> What the exercise asks: Filter the entries that follow, copying every line in which the word "linecap" appears.

> Exercise data:
============

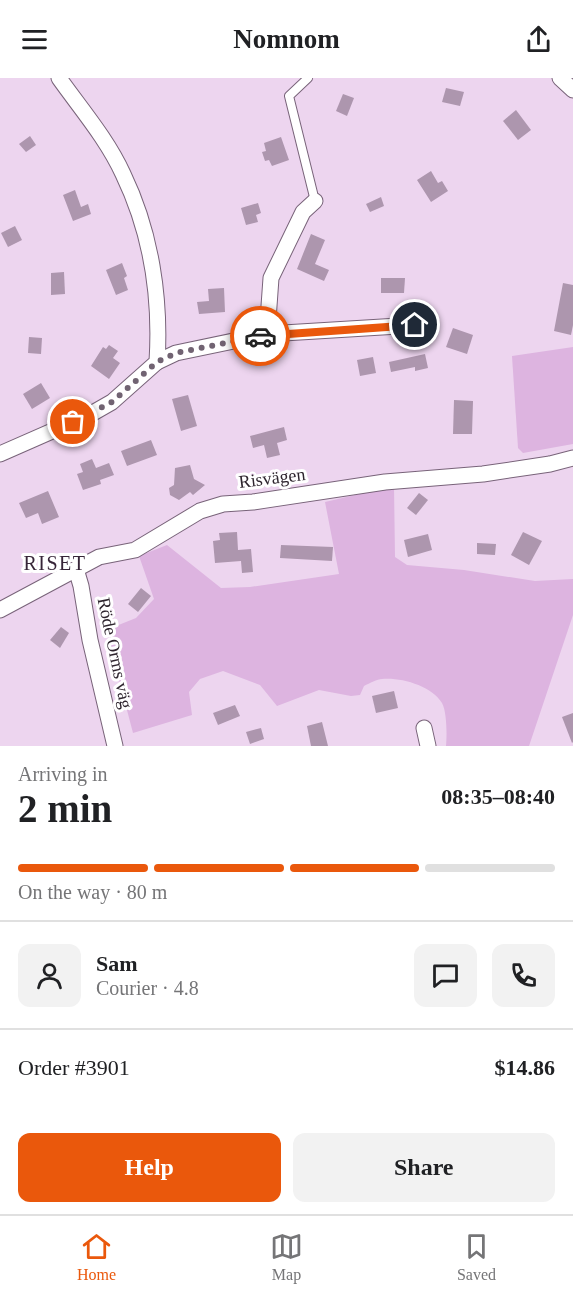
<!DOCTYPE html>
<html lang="en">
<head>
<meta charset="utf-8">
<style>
  body { margin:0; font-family:"Times New Roman",serif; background:#f2f2f2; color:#202124; height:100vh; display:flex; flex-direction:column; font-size:22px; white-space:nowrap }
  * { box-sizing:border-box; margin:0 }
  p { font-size:20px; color:#757577 }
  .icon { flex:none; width:33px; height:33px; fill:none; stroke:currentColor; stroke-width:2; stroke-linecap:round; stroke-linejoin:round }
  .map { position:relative; height:668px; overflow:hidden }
  .panel { display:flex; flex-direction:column; background:#fff; flex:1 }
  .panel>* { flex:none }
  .pin { position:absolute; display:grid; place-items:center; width:51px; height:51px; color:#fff; margin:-26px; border:3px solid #fff; border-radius:50%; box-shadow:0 2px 6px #0007 }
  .courier { position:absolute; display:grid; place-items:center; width:60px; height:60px; margin:-30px; border:4px solid #ea580c; border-radius:50%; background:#fff; color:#222; box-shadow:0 2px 8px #0007 }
  .headline em { font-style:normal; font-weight:800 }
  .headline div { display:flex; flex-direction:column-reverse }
  .headline { display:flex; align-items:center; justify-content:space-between; height:102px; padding:0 18px }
  h1 { font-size:39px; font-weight:800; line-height:45px }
  .bar { display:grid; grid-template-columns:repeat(4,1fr); gap:9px 6px; align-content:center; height:72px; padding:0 18px }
  .bar i { height:8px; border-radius:4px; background:#e0e0e0 }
  .bar .current { background:#ea580c }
  .bar p { grid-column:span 4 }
  .line { display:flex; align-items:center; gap:15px; padding:0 18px; border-top:2px solid #e0e0e0 }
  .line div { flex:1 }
  .round { display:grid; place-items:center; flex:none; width:63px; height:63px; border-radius:12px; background:#f2f2f2 }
  .action { display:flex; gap:12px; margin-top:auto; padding:12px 18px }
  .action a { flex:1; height:69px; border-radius:12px; background:#ea580c; color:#fff; font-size:24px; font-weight:800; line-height:69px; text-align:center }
  .action a+a { background:#f2f2f2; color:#202124 }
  header { display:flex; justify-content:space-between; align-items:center; height:78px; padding:0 18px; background:#fff; font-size:27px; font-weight:800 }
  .dock { display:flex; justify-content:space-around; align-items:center; height:84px; border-top:2px solid #e0e0e0; background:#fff; font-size:16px; color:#757577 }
  .dock a { display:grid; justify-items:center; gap:3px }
  .dock .current { color:#ea580c }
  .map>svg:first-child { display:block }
  .green { fill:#ddb4e0 }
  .building { fill:#ad96ae }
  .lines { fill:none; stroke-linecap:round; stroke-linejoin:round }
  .service-casing { stroke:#786379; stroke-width:10 }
  .minor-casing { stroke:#786379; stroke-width:17 }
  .service { stroke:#fff; stroke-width:8 }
  .minor { stroke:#fff; stroke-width:15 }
  .done { stroke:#716372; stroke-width:6; stroke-dasharray:0 10.8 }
  .route { stroke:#ea580c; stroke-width:8 }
  .labels { text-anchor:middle; stroke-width:6; stroke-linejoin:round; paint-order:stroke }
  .street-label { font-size:18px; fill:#2e252e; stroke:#fff }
  .neighbourhood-label { font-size:20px; letter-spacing:1.5px; fill:#372538; stroke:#fff }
</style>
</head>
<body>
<header><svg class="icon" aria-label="menu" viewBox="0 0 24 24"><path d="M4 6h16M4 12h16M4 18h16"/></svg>Nomnom<svg class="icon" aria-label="share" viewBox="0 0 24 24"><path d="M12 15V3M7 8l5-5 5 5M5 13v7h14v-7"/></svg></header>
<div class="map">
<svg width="573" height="668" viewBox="0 0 573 668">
  <rect width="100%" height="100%" fill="#edd5ef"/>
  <!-- green -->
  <g class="green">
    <path d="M573,269V366L523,375L518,370L512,278Z"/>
    <path d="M394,408L395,479L407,487L464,492L535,503L573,501V537L529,668H446C447,658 447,634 442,625C432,608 401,599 382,601C377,601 370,605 364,608L360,617L351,618L319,612L277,628L260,607L223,593L200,601L189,614L192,637L133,655L106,552L136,540L154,521L139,478L167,467L221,510L250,509L339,496L325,424Z"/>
  </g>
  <!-- building -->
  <g class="building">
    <path d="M446,10L464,14L460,28L442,24Z"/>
    <path d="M343,16L354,20L347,38L336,33Z"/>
    <path d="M516,32L531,52L518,62L503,43Z"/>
    <path d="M30,58L36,67L26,74L19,66Z"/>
    <path d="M281,59L289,82L272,88L269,82L265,83L262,74L266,73L264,65Z"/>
    <path d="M431,93L438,105L442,103L448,113L431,124L417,102Z"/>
    <path d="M75,112L81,129L88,126L91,136L73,143L63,117Z"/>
    <path d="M381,119L384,128L370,134L366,126Z"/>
    <path d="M258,125L261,135L256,137L258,144L246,147L241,130Z"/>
    <path d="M15,148L22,162L8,169L1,155Z"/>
    <path d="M311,156L325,162L315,186L329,192L324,203L297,191Z"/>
    <path d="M122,185L127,198L124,200L128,212L116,217L106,192Z"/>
    <path d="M64,194L65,216L51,217V195Z"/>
    <path d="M381,200H405L404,215H381Z"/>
    <path d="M563,205L573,207V247L571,257L554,253Z"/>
    <path d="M224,210L225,234L199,236L197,224L209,223L208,211Z"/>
    <path d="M453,250L473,257L467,276L446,269Z"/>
    <path d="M29,259L42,260L41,276L28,275Z"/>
    <path d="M109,267L118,273L113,280L120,285L109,301L91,288L103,269L106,271Z"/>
    <path d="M425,276L428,290L415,293V289L391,294L389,284Z"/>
    <path d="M373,279L376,295L360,298L357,282Z"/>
    <path d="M41,305L50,320L32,331L23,316Z"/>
    <path d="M188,317L197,348L181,353L172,321Z"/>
    <path d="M454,322L473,323L472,356H453Z"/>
    <path d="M284,349L287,362L277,365L280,377L267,380L264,367L253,370L250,358Z"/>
    <path d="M151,362L157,377L127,388L121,373Z"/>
    <path d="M92,381L96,390L109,385L114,397L100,402L101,406L83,412L77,396L83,394L80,386Z"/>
    <path d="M190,387L194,401L205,407L193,417L190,414L179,422L170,417L169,410L174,407L175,390Z"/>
    <path d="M48,413L59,439L42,446L38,435L26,440L19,425Z"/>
    <path d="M419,415L428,422L416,437L407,430Z"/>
    <path d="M237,454L238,472L251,471L253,494L242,495L241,483L215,485L213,463L220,462L219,455Z"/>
    <path d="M523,454L542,463L529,487L511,477Z"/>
    <path d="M428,456L432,472L408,479L404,462Z"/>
    <path d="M477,465L496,466L495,477L477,476Z"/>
    <path d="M281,467L333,469L332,483L280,480Z"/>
    <path d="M141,510L151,518L138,534L128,526Z"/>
    <path d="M61,549L69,555L60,570L50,562Z"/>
    <path d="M394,613L398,630L376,635L372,618Z"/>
    <path d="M235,627L240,638L218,647L213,635Z"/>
    <path d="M573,635V664L572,665L562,639Z"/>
    <path d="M322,644L328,668H311L307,648Z"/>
    <path d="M261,650L264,661L250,666L246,654Z"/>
  </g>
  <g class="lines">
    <defs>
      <path id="service" d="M308,0L289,18L315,123"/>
      <g id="minor">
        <path d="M560,0L573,12"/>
        <path d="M267,256L271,200L303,134L315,123"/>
        <path d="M157,284L176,275L267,256L415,247"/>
        <path d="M0,376L91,336L112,324L157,284C161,220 151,154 123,96C107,61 81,31 59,0"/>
        <path d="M76,491L81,508L90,562L115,668"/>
        <path d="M0,532L99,479L135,472L200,433L223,426L253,424L385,404L483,396L550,386L573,380"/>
        <path d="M424,650L428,668"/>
      </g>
    </defs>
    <!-- service casing -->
    <use href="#service" class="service-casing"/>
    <!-- minor casing -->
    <use href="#minor" class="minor-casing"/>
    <!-- service -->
    <use href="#service" class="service"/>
    <!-- minor -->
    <use href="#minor" class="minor"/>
  </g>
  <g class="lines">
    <!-- done -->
    <path class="done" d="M73,344L112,324L157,284L176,275L260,258"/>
    <!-- route -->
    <path class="route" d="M260,258L415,247"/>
  </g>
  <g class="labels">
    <!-- street labels -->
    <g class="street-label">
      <text transform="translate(272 400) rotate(-7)" y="6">Risvägen</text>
      <text transform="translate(115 575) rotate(78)" y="6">Röde Orms väg</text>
    </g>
    <!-- neighbourhood labels -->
    <g class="neighbourhood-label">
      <text x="55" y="492">RISET</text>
    </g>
  </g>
</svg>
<div class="pin" style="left:73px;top:344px;background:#ea580c"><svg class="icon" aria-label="bag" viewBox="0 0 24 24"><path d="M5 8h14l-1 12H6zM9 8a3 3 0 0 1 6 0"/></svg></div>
<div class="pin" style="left:415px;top:247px;background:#1f2937"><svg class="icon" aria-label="home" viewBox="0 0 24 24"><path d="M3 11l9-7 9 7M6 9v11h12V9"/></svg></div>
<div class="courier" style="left:260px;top:258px"><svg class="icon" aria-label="car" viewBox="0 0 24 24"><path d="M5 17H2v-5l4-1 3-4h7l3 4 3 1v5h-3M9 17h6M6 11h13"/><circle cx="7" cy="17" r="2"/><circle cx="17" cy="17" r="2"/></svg></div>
</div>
<section class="panel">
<div class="headline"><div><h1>2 min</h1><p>Arriving in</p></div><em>08:35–08:40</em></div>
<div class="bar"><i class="current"></i><i class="current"></i><i class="current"></i><i></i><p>On the way · 80 m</p></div>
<div class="line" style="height:108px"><a class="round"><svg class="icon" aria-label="person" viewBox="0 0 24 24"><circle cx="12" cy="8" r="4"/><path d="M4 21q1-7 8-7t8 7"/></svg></a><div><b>Sam</b><p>Courier · 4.8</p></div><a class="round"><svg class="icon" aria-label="chat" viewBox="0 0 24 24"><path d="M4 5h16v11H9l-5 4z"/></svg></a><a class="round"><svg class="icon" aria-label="phone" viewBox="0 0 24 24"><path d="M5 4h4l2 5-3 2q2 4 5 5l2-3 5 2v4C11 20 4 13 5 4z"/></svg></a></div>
<div class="line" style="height:78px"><div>Order #3901</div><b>$14.86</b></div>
<div class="action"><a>Help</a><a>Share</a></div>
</section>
<nav class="dock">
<a class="current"><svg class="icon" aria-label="home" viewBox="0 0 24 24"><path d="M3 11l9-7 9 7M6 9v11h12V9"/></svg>Home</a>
<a><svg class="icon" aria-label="map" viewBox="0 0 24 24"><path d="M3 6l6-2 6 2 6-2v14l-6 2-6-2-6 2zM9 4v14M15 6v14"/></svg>Map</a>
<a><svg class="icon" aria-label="saved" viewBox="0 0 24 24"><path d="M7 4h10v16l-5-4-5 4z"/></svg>Saved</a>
</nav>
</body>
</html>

============

> Result for this task:
  .icon { flex:none; width:33px; height:33px; fill:none; stroke:currentColor; stroke-width:2; stroke-linecap:round; stroke-linejoin:round }
  .lines { fill:none; stroke-linecap:round; stroke-linejoin:round }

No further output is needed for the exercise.